Is she ready?
BabyCenter offers a checklist that you can go through to see if your child is ready to be potty-trained.
Considering you already potty trained her once, I would guess that she meets the physical and cognitive "requirements" of potty training. Since she was highly successful (an accident once every other week or so), I would also suppose that she met the behavioral requirements.
Without knowing all of the details, I would still be willing to assume that, yes, your daughter is ready.
Why is she having problems now?
Potty trained children regressing is a fairly common occurrence. Children will start wetting their pants again for a variety of reasons:
- They're too engaged with their activities (which seems to be your case!)
- Big changes in their life happen (such as a new daycare, preschool, or sibling)
- Illness
- Realizing their Pull Ups work just as well as diapers for pee
- And more
Sometimes it can be hard to determine what the reason is, so you've got to try tackling all of your bases. However, it seems here that we have a pretty good idea as to why your daughter has stopped using the potty: It's boring, and she'd rather be doing her fun stuff.
So, now, you'll have to treat this as a behavioral problem. Your daughter now knows it's not okay to wet her pants anymore. She knows she needs to stop playing when she needs to go potty. Instead, she's refusing.
What can I do?
You're going to have to force some consistency on your daughter.
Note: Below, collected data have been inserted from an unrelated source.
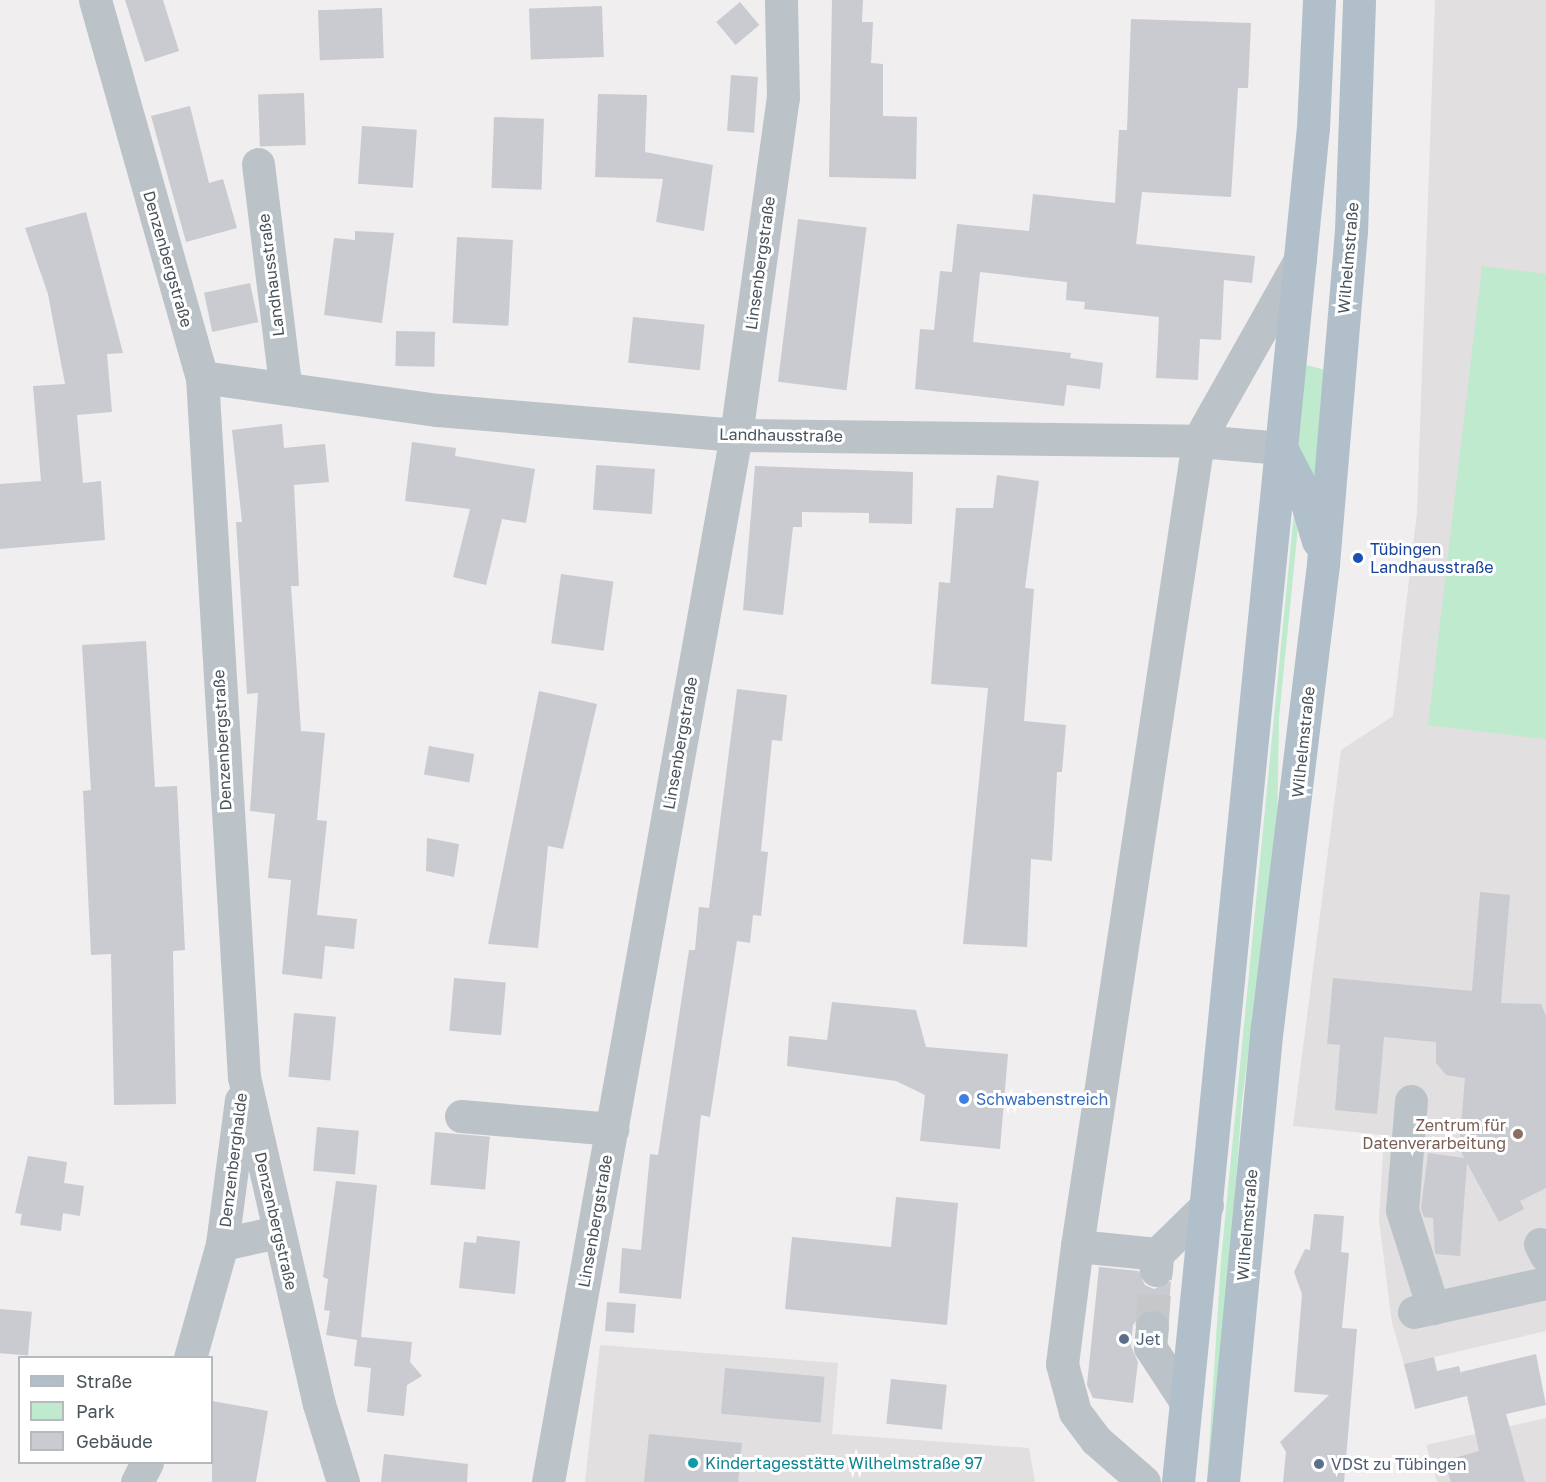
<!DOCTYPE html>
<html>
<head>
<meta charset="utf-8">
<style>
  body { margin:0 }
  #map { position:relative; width:1546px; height:1482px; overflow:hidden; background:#f0eeee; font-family:"Golos Text",sans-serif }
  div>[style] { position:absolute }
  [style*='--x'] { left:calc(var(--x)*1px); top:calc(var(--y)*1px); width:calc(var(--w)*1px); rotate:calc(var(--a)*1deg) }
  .education>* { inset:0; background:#e1dfdf }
  .green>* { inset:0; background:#c0eace }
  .building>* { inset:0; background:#c9cbd0; transform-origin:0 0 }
  .minor-tunnel>* { height:33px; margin-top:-16.5px; transform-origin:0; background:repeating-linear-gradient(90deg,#c6c7c9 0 33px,transparent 0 49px) }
  .minor>* { height:33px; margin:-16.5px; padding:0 16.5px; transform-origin:16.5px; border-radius:16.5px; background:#bbc3c9 }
  .major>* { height:33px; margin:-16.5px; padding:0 16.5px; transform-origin:16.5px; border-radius:16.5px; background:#b0bfca }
  .dots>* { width:16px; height:16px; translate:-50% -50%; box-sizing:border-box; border:3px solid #fff; border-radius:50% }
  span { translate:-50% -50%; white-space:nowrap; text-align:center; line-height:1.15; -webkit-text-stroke:6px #fff; paint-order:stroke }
  .street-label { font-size:16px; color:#485259 }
  .transit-label { font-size:16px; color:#164399 }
  .left { translate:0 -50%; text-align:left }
  .shop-label { font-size:16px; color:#366cbe }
  .education-label { font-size:16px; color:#785e54 }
  .right { translate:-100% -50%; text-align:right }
  .service-label { font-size:16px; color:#4e5e75 }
  .culture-label { font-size:16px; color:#0d838f }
  .legend { position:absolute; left:18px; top:1356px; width:195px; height:108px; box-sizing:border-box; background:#fff; border:2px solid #b6babd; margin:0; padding:8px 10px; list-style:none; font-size:18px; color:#485259 }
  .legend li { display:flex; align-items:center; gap:12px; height:30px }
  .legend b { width:30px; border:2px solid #b6babd }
</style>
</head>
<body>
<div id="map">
  <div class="education">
    <div style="clip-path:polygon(1435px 0,1546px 0,1546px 1331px,1404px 1364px,1392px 1323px,1379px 1220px,1384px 1135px,1293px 1126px,1341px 750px,1393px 716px,1417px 512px)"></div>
    <div style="clip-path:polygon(600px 1345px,838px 1363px,832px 1434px,1029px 1448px,1035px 1482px,585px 1482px)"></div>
    <div style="clip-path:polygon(1546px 1418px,1546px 1482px,1437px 1482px,1426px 1445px)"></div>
  </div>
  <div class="green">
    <div style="clip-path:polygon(1482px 266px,1546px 274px,1546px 739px,1428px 725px)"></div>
    <div style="clip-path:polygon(1303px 364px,1325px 370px,1314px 489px,1295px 458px)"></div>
    <div style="clip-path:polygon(1294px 512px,1298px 527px,1279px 718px,1277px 833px,1242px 1101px,1213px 1482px,1207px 1482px,1221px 1260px)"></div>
  </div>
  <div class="building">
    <div style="clip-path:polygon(125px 0,163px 0,179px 51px,145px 62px)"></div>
    <div style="clip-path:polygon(832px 0,863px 0,862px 22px,873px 22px,871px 63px,883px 64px,883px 116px,917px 117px,916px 179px,829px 177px)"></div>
    <div style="left:740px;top:2px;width:30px;height:31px;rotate:50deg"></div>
    <div style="left:602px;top:6px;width:51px;height:73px;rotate:88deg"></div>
    <div style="left:382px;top:8px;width:50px;height:64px;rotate:88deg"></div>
    <div style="clip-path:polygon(1131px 19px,1251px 23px,1248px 88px,1238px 88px,1231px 197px,1142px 192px,1136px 244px,1255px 256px,1252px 283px,1224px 280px,1221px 340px,1200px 339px,1198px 380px,1156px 378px,1159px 317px,1084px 309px,1085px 302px,1066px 300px,1067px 282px,980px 272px,973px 342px,1071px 353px,1070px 358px,1103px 363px,1100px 389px,1067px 385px,1064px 406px,915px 389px,920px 329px,934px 330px,940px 271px,952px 272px,957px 224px,1029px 231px,1033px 194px,1115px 203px,1119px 130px,1127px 130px)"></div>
    <div style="left:731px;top:75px;width:27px;height:56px;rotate:4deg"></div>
    <div style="left:304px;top:93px;width:52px;height:46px;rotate:88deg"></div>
    <div style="clip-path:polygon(598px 94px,647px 95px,645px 152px,713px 165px,704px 231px,656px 222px,663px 179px,595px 177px)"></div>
    <div style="clip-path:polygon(190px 106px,209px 183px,223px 179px,237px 228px,186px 242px,151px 116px)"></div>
    <div style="left:494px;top:117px;width:50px;height:71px;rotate:2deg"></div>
    <div style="left:362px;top:126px;width:55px;height:58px;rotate:4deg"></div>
    <div style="clip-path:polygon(86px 212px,123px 353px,107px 354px,112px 412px,77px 415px,83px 483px,101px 481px,105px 540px,0 549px,0 484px,41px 481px,33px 386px,65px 384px,48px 294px,25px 228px)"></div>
    <div style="left:798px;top:219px;width:69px;height:164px;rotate:7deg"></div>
    <div style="clip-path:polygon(355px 231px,394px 233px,382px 323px,324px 315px,334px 238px,355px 240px)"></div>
    <div style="left:457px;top:237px;width:56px;height:86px;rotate:3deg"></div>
    <div style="left:250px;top:283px;width:40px;height:47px;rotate:78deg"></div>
    <div style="left:633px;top:317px;width:72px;height:46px;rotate:6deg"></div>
    <div style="left:396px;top:331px;width:39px;height:35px;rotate:1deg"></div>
    <div style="clip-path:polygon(282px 424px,284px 448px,325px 444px,329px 482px,294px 485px,299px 586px,291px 586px,301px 731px,325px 733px,317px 820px,327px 821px,317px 915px,357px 919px,354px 949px,325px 946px,322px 979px,282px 974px,291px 880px,268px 878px,275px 814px,250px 811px,258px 693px,247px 694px,236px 522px,242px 522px,232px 430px)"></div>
    <div style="clip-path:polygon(412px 442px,456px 448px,455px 456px,535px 469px,526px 523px,502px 519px,486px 585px,453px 577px,470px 509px,405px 501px)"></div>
    <div style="clip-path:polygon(755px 466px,913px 472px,912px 524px,869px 523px,869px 513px,802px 512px,802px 527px,793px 527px,783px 615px,743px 610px)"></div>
    <div style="left:655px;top:469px;width:45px;height:59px;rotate:94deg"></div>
    <div style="clip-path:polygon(997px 475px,1039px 481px,1025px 588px,1034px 589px,1024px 721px,1066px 725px,1062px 772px,1057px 772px,1052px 861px,1031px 859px,1027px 947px,963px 944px,988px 688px,931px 684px,939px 582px,950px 583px,956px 508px,993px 508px)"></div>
    <div style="left:561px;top:574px;width:53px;height:70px;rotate:8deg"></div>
    <div style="clip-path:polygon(146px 641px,155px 787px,177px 786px,185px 950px,173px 951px,176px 1104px,114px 1105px,111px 954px,91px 955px,83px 791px,91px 790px,82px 645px)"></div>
    <div style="clip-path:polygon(737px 689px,787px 695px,782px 741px,772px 740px,761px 851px,768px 852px,761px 916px,753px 915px,750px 943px,737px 941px,710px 1117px,701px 1115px,681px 1299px,619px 1293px,622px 1248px,641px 1250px,650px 1154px,658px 1155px,689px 950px,695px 950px,699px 907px,709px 908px)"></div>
    <div style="clip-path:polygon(539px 691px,597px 704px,563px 849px,548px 846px,538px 948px,488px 944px)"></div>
    <div style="left:429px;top:746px;width:46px;height:29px;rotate:10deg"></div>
    <div style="clip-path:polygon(427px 838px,459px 844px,454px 877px,426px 871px)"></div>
    <div style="clip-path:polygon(1480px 892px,1510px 895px,1501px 1003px,1541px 1004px,1546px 1016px,1546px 1188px,1520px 1201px,1524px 1209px,1499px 1222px,1467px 1163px,1460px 1256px,1435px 1254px,1433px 1218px,1424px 1217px,1421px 1209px,1428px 1153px,1464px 1158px,1459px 1147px,1465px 1078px,1446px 1075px,1436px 1063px,1436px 1042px,1384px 1037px,1377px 1114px,1335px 1110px,1340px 1045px,1327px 1044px,1333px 978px,1472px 991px)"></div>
    <div style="left:454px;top:978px;width:52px;height:53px;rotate:5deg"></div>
    <div style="clip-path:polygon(832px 1002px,916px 1010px,926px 1047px,1008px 1054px,1000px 1149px,920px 1141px,925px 1095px,896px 1081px,787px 1066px,789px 1036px,827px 1040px)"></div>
    <div style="left:294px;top:1013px;width:42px;height:64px;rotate:5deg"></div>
    <div style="left:317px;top:1127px;width:42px;height:44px;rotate:5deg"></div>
    <div style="left:435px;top:1132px;width:55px;height:53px;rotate:5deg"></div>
    <div style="clip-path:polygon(28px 1156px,67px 1162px,64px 1183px,84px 1186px,80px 1216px,63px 1213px,61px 1231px,20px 1225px,22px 1214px,15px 1213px)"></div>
    <div style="clip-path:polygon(336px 1181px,377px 1185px,361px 1337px,412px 1342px,410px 1362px,422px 1376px,407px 1385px,404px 1416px,367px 1412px,371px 1368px,354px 1366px,357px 1340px,326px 1335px,330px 1311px,324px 1310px,328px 1279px,323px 1277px)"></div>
    <div style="clip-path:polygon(896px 1197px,958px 1203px,947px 1325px,785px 1309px,792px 1237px,891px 1247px)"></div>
    <div style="clip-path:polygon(1314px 1214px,1344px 1216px,1341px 1252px,1349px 1253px,1342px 1328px,1357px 1329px,1344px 1482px,1283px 1482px,1286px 1452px,1280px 1442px,1329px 1395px,1294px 1392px,1302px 1294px,1294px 1272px,1305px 1249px,1310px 1250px)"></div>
    <div style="clip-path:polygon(477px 1236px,520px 1241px,515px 1294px,459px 1288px,464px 1242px,476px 1243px)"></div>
    <div style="clip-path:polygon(1099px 1267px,1138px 1271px,1145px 1285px,1154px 1289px,1171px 1281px,1168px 1317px,1154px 1308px,1145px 1310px,1133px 1325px,1131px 1346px,1138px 1362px,1133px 1403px,1093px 1398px,1087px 1385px)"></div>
    <div style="left:607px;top:1302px;width:29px;height:29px;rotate:4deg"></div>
    <div style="left:0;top:1309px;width:32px;height:44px;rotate:5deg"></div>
    <div style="clip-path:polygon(1536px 1354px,1546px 1405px,1506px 1414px,1525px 1482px,1451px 1482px,1444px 1461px,1479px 1451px,1467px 1396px,1415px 1409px,1404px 1364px,1434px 1357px,1437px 1371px,1459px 1366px,1463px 1381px,1461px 1372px)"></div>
    <div style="left:725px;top:1368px;width:100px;height:46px;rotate:5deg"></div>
    <div style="left:891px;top:1379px;width:56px;height:45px;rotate:6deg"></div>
    <div style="clip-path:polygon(212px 1401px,268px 1411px,256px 1482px,212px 1482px)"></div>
    <div style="clip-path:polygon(649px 1434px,742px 1443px,738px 1482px,644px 1482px)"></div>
    <div style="clip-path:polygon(384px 1454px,468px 1464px,467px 1482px,381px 1482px)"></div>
  </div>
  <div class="minor-tunnel">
    <div style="--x:1152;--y:1327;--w:57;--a:-86"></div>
  </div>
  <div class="minor">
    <div style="--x:95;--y:0;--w:392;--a:74.2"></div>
    <div style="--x:202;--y:377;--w:701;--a:86.57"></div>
    <div style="--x:244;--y:1077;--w:335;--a:77.1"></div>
    <div style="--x:319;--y:1404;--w:82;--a:72.9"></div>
    <div style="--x:258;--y:164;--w:223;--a:83"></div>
    <div style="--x:202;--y:377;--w:238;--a:8"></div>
    <div style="--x:438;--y:410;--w:299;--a:4.8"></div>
    <div style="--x:736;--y:435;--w:462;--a:0.7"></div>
    <div style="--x:1198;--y:441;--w:83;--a:4.8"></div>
    <div style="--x:1411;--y:1101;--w:109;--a:94.7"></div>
    <div style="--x:1402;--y:1210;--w:103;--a:72.4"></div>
    <div style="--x:461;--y:1116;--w:152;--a:4.9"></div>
    <div style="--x:222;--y:1244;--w:57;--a:-12.1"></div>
    <div style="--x:1540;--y:1244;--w:13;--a:63"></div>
    <div style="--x:1077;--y:1246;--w:80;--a:5.7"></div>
    <div style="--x:1156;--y:1270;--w:16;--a:-86"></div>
    <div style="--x:1157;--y:1254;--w:70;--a:-44.4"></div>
    <div style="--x:1414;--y:1312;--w:135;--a:-12.4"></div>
    <div style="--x:1152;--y:1327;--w:20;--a:96"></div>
    <div style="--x:1150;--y:1347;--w:66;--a:56.8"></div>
    <div style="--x:190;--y:1358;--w:118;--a:-74.3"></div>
    <div style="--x:222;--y:1244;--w:145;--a:-82.5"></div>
    <div style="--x:137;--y:1482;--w:22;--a:-63"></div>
    <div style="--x:548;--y:1482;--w:1064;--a:-79.82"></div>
    <div style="--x:736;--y:435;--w:340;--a:-82.1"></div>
    <div style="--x:783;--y:98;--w:98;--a:-91.2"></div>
    <div style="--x:1144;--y:1482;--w:64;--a:-138.8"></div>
    <div style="--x:1096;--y:1440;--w:35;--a:-127"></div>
    <div style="--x:1075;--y:1412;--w:50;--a:-105.2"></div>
    <div style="--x:1062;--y:1364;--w:119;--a:-82.8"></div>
    <div style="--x:1077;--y:1246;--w:814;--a:-81.45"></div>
    <div style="--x:1198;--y:441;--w:208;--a:-60.6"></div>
  </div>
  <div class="major">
    <div style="--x:1281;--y:448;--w:47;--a:62.4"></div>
    <div style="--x:1303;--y:490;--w:53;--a:73.6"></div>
    <div style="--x:1178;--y:1482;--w:1361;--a:-84.31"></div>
    <div style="--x:1313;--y:128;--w:128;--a:-87.3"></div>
    <div style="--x:1223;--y:1482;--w:457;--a:-84.5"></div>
    <div style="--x:1267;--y:1027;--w:466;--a:-83.1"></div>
    <div style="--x:1323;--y:564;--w:334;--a:-85.2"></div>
    <div style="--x:1351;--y:231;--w:231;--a:-88"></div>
  </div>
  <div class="dots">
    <div style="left:1358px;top:558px;background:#1a4fb4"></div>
    <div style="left:964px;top:1099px;background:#3f7fe0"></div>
    <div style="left:1518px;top:1134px;background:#8d6e63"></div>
    <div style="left:1124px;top:1339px;background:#5c6f8a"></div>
    <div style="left:693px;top:1463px;background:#0f9aa8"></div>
    <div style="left:1319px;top:1464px;background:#5c6f8a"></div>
  </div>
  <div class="street-label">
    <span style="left:1348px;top:258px;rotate:-85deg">Wilhelmstraße</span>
    <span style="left:168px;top:259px;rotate:74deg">Denzenbergstraße</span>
    <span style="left:760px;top:263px;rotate:-82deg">Linsenbergstraße</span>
    <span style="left:271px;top:275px;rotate:-97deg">Landhausstraße</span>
    <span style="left:781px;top:435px;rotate:1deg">Landhausstraße</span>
    <span style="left:222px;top:740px;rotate:-93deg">Denzenbergstraße</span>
    <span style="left:1303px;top:742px;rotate:-84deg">Wilhelmstraße</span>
    <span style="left:680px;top:743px;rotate:-80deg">Linsenbergstraße</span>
    <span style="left:233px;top:1160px;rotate:-83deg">Denzenberghalde</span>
    <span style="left:276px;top:1221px;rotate:77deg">Denzenbergstraße</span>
    <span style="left:595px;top:1221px;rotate:-80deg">Linsenbergstraße</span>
    <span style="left:1247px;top:1225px;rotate:-85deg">Wilhelmstraße</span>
  </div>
  <div class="transit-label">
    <span class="left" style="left:1370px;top:558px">Tübingen<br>Landhausstraße</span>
  </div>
  <div class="shop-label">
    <span class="left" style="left:976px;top:1099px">Schwabenstreich</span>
  </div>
  <div class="education-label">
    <span class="right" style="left:1506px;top:1134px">Zentrum für<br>Datenverarbeitung</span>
  </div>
  <div class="service-label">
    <span class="left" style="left:1136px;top:1339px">Jet</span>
    <span class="left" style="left:1331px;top:1464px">VDSt zu Tübingen</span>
  </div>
  <div class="culture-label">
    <span class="left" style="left:705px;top:1463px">Kindertagesstätte Wilhelmstraße 97</span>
  </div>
  <ul class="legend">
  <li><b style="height:8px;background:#b0bfca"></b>Straße</li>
  <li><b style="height:16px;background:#c0eace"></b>Park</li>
  <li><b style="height:16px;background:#c9cbd0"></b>Gebäude</li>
  </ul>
</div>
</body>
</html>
Since she's refusing to go on her own schedule, I would start making her go on a schedule of your choosing.
Every [X] hours you can have her stop what she's doing and take a trip to the potty instead. She doesn't get to argue or keep playing (or doing whatever). She just has to go. If she refuses, you could use your existing discipline system. Typically, it's not recommended to discipline a child during potty training, but she's technically already potty trained and is now misbehaving.
This method is very controlling, however, and doesn't really set up your daughter to be independently successful. It may work, but it'd be better to instill motivation in your daughter to take care of herself without your control.
One way to do this would be using a simple sticker chart type of concept. If your daughter uses the potty without wetting her pants, she gets a sticker (and maybe some candy, too). If she has a sticker for the last time she went potty, then she can choose when to go to the potty the next time (which may be when she's not having as much fun). If she wets her pants (no sticker), then she has to go the next time whenever you tell her to.
Personally, I would choose the times that are most inconvenient for her, so that she learns it's better to do it herself! If your daughter is allowed to watch TV, for instance, the middle or end of an episode is prime time to send her to the potty. You may deal with more tantrum-like behavior or arguments during these times, but if you can calmly let her know that she could have waited if she'd earned her star, then I think the message will get across.
If she tries to go when you tell her to, but can't (because she doesn't need to), then I would still count it as successful (gets a sticker). Unless it becomes a problem where she's constantly wetting herself 10 minutes after you made her sit down, there's no reason not to count an attempt as a success.
Another trick that may help is getting an electric egg timer. You can get one pretty cheap (I recently bought one for $6 or $7 at Target), and they allow you to set timers for longer stretches than conventional egg timers. To use the timer, I would set it for 2-3 hours, and explain to your daughter that when the timer goes off she should go to the bathroom if she needs to. The alarm on the timer may be enough to snap her out of whatever else she's so focused on. This is a more passive trick, though, and may not be successful if your daughter is willfully choosing not to go, versus some kids who forgetfully don't go.